§ **ABOUT THIS TASK**:
Copy out all the lines of the data that hold the word "lineJoin".

BEGIN DATA RECORDS

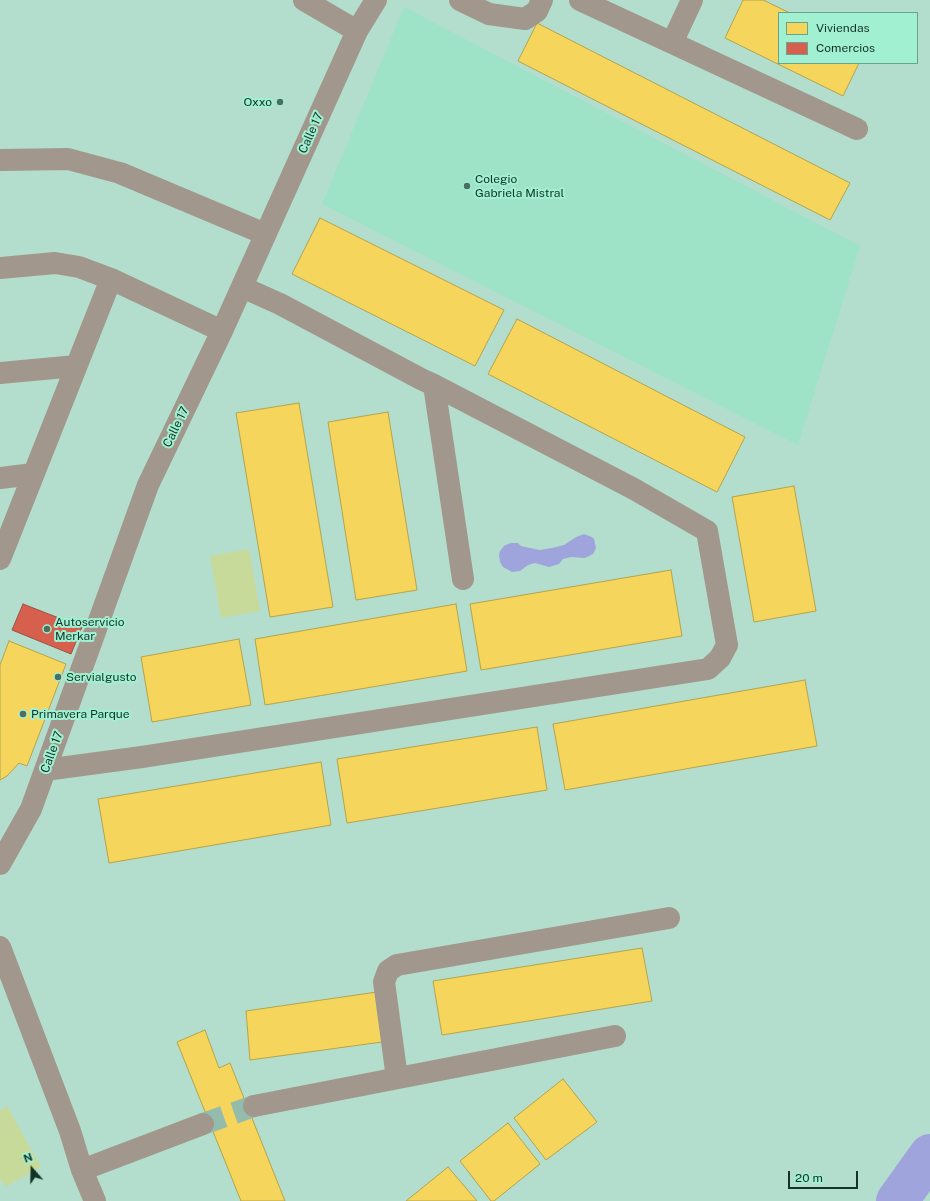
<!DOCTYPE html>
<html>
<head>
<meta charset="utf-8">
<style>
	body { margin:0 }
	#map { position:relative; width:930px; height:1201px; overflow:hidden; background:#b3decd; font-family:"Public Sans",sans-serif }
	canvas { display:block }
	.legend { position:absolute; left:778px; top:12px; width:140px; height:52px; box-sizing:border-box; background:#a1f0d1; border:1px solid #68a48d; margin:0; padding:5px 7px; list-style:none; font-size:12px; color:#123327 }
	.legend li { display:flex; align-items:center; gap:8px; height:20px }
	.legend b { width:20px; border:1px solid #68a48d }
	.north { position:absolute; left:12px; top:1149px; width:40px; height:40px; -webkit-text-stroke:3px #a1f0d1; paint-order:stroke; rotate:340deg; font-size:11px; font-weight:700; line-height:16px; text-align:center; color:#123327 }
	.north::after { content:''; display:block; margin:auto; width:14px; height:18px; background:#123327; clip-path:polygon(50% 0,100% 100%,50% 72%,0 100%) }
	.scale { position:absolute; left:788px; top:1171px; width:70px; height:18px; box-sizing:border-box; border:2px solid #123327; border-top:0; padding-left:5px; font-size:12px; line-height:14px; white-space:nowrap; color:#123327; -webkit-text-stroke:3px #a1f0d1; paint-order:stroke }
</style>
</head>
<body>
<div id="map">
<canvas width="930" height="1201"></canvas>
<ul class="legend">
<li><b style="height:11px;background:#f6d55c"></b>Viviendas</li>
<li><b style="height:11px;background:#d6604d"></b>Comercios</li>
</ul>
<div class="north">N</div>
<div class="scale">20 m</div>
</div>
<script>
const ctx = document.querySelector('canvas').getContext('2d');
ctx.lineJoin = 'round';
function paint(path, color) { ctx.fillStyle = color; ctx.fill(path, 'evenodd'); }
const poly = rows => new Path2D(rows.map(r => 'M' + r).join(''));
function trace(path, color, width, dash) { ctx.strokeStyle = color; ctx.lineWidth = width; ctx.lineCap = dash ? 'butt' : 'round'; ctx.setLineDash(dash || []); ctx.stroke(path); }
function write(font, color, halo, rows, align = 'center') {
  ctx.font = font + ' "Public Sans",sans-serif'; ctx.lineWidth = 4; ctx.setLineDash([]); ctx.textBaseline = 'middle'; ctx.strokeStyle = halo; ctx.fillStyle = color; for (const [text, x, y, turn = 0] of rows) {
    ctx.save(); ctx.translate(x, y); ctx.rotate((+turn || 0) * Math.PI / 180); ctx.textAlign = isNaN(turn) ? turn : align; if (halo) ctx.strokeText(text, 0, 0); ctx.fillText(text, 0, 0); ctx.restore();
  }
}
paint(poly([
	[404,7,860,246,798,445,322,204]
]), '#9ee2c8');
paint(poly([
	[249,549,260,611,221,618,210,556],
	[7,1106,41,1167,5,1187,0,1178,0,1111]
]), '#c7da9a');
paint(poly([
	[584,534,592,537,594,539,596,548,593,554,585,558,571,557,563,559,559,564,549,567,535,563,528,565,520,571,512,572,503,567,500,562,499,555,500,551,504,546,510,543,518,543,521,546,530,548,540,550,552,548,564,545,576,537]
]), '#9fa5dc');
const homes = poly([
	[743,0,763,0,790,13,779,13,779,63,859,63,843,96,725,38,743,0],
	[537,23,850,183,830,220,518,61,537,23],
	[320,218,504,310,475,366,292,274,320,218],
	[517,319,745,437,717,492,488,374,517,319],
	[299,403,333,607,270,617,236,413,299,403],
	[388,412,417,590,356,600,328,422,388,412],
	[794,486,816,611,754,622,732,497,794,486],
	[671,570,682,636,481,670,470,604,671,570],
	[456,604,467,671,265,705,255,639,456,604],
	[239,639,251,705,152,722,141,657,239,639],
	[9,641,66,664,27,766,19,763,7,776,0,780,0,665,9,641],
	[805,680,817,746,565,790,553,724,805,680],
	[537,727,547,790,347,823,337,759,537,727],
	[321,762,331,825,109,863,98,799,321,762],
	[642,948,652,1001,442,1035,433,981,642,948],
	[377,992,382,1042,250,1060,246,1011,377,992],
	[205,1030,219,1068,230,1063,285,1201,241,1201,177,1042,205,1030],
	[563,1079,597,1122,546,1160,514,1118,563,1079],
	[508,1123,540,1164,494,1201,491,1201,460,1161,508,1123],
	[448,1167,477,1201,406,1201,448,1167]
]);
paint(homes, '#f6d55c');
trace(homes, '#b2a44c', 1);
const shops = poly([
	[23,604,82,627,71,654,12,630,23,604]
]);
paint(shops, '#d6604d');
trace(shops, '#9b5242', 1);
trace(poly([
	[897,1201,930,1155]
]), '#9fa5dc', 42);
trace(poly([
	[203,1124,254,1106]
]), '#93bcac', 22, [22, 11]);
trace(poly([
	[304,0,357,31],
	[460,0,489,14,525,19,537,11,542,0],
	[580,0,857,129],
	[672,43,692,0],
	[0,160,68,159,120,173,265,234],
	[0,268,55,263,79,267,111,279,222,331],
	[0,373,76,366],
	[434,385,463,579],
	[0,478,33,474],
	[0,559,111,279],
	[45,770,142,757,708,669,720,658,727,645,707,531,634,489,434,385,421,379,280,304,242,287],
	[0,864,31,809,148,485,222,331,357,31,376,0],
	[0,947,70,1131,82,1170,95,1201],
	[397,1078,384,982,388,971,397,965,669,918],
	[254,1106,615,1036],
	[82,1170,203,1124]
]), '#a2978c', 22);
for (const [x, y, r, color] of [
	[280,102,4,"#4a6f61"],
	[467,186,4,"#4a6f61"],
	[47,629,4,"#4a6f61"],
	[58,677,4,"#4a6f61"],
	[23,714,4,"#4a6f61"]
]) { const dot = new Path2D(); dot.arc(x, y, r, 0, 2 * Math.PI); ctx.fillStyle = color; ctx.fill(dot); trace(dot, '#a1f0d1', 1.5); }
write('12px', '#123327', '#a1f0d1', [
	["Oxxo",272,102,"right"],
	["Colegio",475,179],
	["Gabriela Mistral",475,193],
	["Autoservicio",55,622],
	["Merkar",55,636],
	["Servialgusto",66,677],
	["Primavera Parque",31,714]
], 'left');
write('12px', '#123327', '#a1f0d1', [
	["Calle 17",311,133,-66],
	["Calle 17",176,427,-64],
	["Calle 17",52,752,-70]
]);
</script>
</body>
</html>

END DATA RECORDS
BEGIN DATA RECORDS

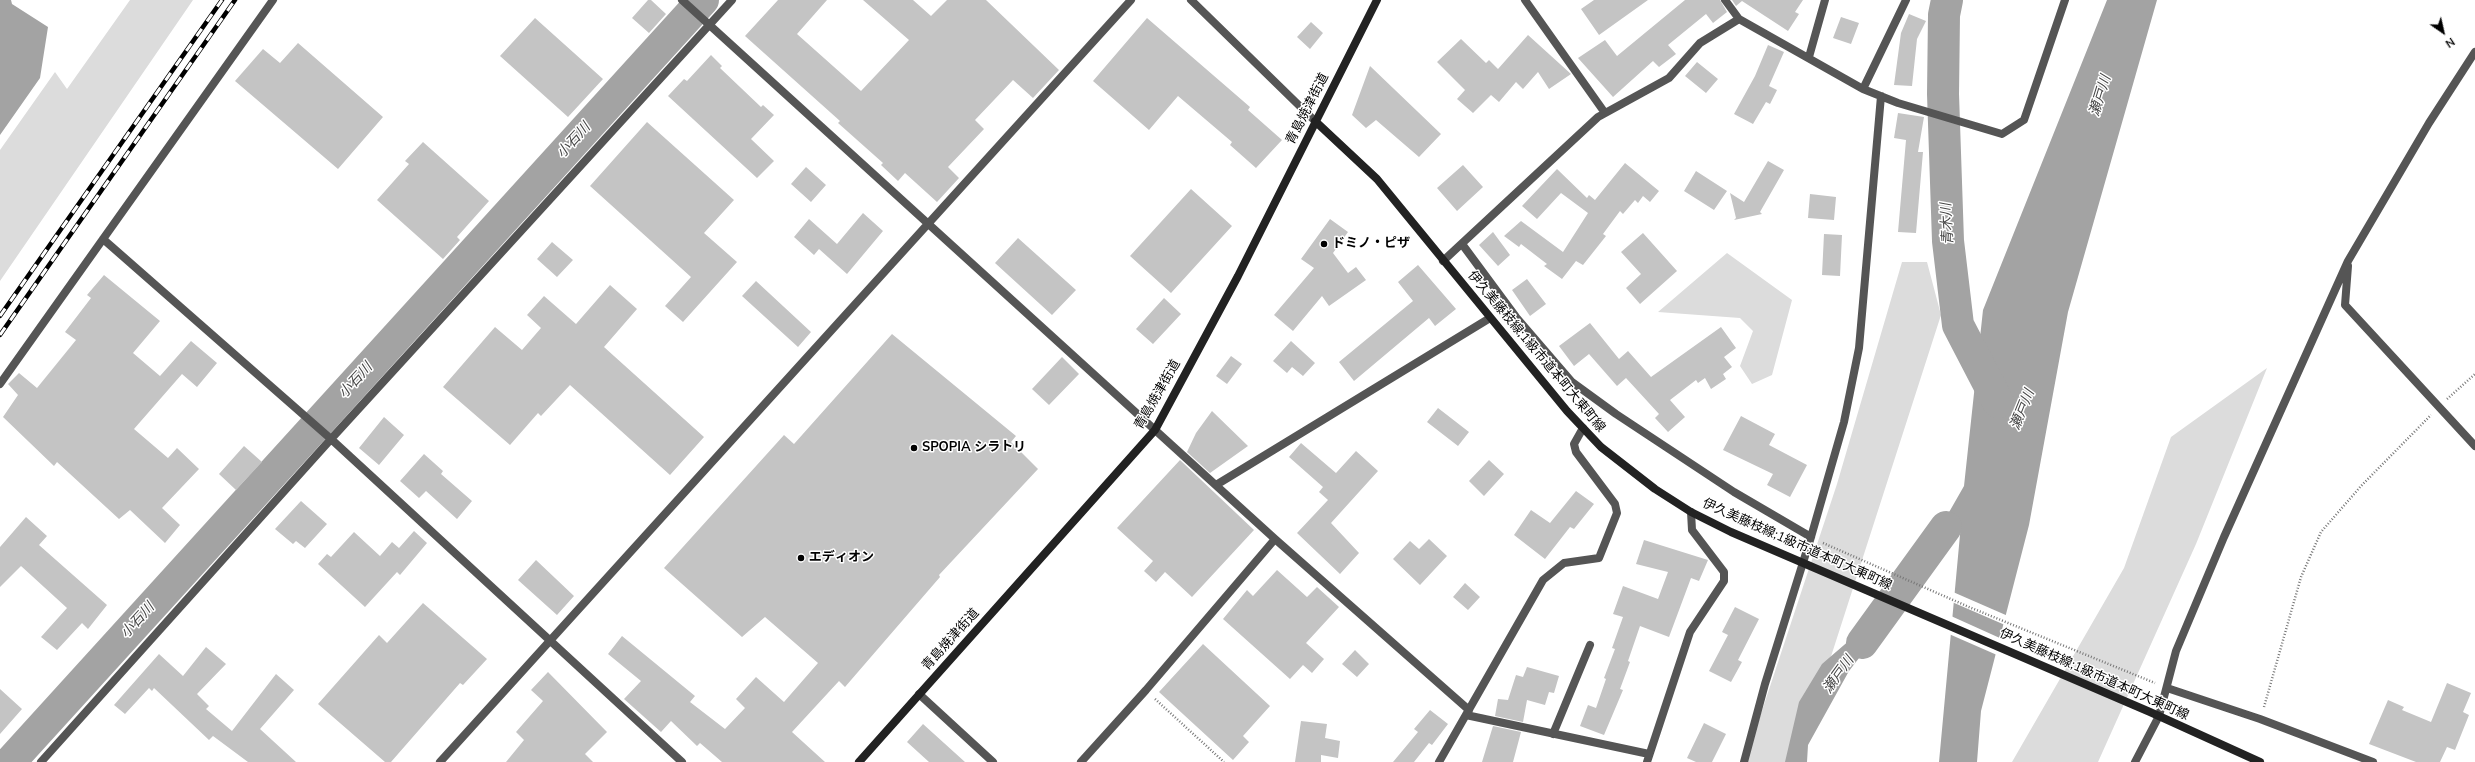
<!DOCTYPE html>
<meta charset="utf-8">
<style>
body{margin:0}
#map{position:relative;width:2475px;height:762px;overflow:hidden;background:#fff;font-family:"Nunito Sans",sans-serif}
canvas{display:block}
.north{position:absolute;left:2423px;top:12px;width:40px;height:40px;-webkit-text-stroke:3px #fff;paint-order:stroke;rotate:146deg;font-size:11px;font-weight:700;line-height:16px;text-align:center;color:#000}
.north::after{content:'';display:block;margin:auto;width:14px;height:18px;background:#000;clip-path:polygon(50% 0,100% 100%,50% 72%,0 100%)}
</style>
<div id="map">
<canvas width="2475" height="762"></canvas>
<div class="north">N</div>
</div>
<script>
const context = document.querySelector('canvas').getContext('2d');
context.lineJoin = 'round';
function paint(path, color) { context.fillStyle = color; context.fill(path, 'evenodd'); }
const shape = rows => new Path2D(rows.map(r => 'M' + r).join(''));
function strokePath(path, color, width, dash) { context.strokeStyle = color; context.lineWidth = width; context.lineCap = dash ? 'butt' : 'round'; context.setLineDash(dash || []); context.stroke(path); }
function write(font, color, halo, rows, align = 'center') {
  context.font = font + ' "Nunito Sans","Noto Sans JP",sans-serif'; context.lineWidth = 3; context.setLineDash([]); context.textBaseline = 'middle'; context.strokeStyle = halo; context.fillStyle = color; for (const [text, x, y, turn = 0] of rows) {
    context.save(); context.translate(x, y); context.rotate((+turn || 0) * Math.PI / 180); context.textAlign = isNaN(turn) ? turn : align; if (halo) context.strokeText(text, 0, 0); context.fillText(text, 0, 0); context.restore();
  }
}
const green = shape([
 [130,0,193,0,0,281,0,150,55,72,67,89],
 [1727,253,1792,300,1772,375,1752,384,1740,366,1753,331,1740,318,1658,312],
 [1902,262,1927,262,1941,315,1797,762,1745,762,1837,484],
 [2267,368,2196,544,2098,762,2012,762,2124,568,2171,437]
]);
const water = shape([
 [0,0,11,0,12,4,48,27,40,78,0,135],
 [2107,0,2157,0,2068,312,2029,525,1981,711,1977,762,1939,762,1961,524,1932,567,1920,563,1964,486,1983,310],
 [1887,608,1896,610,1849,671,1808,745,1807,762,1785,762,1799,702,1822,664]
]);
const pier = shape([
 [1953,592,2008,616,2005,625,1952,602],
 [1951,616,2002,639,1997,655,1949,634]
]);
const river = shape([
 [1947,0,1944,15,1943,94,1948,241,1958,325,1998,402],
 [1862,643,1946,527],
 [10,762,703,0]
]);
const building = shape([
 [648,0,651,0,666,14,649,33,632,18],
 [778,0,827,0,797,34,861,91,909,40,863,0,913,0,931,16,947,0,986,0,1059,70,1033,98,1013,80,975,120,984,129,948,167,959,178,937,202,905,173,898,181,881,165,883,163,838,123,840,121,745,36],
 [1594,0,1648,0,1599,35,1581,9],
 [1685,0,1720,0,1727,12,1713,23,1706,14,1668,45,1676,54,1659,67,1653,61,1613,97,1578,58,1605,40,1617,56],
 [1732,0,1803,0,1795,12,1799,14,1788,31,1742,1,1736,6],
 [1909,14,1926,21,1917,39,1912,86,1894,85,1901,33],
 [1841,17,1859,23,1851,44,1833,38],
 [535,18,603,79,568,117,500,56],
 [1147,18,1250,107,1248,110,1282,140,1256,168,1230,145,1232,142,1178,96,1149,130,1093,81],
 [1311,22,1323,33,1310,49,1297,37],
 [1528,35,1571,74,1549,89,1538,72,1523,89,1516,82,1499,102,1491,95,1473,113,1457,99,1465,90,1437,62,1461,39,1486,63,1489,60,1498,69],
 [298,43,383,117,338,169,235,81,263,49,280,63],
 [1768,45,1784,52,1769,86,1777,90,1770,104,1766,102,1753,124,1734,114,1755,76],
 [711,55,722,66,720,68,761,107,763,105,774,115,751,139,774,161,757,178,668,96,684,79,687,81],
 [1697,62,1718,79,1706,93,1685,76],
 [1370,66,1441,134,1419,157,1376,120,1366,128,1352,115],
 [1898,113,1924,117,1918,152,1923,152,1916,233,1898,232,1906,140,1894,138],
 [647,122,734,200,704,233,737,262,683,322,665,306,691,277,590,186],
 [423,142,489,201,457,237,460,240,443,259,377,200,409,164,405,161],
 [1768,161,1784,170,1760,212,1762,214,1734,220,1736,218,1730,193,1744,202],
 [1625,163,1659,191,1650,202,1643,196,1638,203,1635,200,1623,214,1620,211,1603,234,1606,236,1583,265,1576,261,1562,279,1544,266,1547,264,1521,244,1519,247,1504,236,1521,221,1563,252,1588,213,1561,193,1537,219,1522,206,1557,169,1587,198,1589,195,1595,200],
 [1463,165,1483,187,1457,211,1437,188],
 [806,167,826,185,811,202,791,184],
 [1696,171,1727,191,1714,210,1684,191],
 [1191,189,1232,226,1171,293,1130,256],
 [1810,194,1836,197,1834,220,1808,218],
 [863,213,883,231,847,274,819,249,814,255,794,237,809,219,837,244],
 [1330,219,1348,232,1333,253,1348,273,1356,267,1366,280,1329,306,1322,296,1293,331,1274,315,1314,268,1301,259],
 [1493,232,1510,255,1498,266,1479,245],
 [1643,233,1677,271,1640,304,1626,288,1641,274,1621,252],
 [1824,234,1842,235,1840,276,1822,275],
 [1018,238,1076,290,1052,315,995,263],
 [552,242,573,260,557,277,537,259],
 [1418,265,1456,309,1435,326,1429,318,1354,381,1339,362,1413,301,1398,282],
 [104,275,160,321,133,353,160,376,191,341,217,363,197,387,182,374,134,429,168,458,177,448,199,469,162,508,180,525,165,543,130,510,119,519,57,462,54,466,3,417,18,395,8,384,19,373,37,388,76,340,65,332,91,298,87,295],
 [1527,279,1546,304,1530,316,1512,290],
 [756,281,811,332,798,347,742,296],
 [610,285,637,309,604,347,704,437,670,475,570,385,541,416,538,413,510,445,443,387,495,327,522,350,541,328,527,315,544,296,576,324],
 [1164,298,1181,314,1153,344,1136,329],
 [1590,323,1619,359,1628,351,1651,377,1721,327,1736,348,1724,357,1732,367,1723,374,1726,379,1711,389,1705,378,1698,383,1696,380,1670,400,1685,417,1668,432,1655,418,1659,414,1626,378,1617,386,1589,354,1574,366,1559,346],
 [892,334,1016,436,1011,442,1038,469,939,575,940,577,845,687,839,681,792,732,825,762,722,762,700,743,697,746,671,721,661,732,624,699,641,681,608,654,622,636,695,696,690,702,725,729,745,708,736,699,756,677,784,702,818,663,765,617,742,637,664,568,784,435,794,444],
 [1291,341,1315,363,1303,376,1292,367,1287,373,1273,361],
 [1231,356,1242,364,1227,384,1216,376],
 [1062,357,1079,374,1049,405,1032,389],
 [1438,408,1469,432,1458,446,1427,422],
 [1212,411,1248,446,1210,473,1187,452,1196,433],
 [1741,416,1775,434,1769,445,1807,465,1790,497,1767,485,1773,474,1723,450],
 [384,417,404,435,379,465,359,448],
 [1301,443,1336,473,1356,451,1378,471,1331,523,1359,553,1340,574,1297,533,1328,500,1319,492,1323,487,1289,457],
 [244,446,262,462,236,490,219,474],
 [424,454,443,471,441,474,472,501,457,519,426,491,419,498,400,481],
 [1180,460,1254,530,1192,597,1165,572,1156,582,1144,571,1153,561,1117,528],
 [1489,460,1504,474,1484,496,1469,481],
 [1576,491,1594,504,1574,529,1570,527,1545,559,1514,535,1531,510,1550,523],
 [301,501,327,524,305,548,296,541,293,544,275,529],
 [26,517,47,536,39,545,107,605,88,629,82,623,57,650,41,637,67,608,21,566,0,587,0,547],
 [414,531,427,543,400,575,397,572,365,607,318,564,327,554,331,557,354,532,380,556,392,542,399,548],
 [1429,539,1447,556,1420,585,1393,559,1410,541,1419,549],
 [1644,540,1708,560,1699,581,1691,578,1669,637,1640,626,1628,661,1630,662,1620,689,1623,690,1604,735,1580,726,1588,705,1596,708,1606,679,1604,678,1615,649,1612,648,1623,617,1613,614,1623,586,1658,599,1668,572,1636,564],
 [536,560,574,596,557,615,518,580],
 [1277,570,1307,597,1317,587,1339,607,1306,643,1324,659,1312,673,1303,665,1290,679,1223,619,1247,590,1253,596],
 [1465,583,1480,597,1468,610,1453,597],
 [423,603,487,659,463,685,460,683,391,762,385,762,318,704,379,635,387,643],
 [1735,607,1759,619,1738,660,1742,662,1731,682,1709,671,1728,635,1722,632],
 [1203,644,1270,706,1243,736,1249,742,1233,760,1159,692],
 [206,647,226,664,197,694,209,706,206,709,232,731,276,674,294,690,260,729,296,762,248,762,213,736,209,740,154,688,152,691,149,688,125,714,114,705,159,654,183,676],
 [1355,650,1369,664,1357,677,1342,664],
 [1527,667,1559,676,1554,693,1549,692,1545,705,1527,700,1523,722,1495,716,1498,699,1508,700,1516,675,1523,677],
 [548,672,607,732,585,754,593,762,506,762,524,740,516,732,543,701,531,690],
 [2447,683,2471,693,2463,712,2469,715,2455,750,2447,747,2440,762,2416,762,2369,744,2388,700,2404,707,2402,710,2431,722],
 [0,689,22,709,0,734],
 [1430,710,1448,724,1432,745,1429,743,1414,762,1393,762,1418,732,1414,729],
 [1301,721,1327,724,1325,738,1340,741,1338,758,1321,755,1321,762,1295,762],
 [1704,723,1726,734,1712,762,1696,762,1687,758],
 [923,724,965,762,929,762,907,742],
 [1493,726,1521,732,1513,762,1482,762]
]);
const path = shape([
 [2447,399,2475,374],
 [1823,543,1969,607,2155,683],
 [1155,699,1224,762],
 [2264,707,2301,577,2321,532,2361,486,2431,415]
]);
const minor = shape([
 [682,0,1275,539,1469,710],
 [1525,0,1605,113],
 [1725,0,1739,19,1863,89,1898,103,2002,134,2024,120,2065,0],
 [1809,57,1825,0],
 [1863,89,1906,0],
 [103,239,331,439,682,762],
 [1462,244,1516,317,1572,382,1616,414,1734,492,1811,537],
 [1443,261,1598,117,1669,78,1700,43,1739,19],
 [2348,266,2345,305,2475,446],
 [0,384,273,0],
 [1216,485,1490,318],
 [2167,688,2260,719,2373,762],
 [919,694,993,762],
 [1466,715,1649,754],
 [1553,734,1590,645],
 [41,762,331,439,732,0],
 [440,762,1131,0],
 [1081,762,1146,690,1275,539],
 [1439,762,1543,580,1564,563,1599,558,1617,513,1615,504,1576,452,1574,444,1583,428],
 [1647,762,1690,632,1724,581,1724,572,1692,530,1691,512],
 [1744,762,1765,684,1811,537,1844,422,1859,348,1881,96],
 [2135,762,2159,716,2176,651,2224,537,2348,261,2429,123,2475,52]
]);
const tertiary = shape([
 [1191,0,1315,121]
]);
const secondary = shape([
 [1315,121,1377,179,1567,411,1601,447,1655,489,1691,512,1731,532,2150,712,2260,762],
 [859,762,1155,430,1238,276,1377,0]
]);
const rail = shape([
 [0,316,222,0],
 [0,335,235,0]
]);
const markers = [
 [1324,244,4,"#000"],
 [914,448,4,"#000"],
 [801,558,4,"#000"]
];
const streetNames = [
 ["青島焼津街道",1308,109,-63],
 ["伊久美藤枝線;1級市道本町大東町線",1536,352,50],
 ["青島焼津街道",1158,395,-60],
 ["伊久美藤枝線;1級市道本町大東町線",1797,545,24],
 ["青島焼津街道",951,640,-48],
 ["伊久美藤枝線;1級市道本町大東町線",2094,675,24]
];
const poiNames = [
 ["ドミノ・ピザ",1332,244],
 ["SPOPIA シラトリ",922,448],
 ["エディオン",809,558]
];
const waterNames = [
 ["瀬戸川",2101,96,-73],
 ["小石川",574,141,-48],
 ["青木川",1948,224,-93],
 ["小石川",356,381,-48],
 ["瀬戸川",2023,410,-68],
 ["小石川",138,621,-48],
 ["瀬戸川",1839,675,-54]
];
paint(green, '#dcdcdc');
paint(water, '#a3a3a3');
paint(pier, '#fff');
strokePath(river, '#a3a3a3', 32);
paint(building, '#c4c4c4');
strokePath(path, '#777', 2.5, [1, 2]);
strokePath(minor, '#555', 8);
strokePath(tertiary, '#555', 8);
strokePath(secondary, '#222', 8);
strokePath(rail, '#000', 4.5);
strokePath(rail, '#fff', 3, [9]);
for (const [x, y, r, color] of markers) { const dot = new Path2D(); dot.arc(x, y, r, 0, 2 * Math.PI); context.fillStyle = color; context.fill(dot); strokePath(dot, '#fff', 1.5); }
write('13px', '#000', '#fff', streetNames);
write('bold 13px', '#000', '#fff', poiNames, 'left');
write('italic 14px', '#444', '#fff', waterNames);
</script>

END DATA RECORDS

§ **FINISHED TASK**:
ctx.lineJoin = 'round';
context.lineJoin = 'round';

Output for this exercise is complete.